Sunday, September 27, 2020

John Dickson Carr, The Crooked Hinge

 John Dickson Carr, The Crooked Hinge
Copyright © 1938 Estate of Clarice M. Carr
Reprinted by The Mysterious Press, 2019
ISBN 978-1-16316-130-2


As I began reading The Crooked Hinge, I had conflicting impressions—first, that I was reading it for the first time, and, second, that I had read it and knew how it turned out.  Those impressions persisted throughout my reading, until the very end.  Partly because the book’s title rang no bells for me at all.  (I checked on the “Stop, You’re Killing Me website, to see whether the book had been published at some time under another title—but  it had not.
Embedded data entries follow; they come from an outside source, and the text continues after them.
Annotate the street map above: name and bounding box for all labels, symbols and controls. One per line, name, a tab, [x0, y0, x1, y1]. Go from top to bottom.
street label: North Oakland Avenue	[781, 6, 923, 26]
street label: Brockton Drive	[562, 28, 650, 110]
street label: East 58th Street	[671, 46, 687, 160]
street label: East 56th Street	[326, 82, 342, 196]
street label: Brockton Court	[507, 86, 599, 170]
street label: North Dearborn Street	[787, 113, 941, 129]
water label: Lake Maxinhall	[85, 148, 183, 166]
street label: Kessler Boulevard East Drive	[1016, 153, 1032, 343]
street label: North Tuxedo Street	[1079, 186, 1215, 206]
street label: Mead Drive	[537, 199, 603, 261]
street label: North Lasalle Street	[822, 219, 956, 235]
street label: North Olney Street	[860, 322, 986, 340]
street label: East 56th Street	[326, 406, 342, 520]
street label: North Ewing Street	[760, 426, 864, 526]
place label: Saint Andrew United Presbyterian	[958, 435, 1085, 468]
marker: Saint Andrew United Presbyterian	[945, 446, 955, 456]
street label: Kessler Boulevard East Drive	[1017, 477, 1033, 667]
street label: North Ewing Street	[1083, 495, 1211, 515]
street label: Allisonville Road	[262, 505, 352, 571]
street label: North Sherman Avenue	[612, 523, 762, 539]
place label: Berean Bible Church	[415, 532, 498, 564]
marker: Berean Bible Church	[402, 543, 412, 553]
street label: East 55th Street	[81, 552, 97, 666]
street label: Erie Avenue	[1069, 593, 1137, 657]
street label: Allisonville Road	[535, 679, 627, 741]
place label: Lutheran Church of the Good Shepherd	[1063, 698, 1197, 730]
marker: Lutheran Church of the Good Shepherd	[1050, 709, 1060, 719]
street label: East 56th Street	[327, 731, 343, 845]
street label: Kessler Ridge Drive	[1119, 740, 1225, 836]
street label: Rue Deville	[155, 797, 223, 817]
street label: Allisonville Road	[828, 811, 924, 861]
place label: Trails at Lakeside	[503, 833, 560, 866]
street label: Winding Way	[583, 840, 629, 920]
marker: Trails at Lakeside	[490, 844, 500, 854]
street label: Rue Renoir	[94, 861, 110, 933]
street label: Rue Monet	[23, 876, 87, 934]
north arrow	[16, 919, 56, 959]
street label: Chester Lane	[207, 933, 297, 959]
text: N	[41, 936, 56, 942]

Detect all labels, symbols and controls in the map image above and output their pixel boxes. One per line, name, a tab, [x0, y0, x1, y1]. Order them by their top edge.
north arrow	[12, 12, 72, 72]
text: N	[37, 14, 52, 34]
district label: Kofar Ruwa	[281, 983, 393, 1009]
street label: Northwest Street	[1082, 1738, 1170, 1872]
Let me begin here by saying that The Crooked Hinge is not exactly a locked-room mystery; it is an “impossible crime mystery.  The murder is witnessed by several of the others involved.  But no one actually sees how the murder was committed.  This is one of the reasons I thought I had already read it—I knew both how and who immediately. 


But I’m getting ahead of myself.


The story is set in the late 1930s, and involves as principals, two men who, as young boys, had been sent to America.  In 1914.  On the Titanic.  One was John Fairleigh, the younger son of Sir Dudley Fairleigh; he was sent to (they hoped) reform his ways.  The other was a boy of about the same age, Patrick Gore, the child of a poor family.  The ship, of course, sank, the boys survived.  And, years later, after his older brother died, John Farleigh returned to England, inherited the property, and set about being the typical country squire—including marrying the young woman whom he had known.  Then, a man who had grown up under the name Patrick Gore arrives, claiming to be the true John Farleigh, and seeks to take possession of the estate.  (To keep things from becoming too tangled, I will refer to the man who did inherit Farleigh and the interloper Gore.)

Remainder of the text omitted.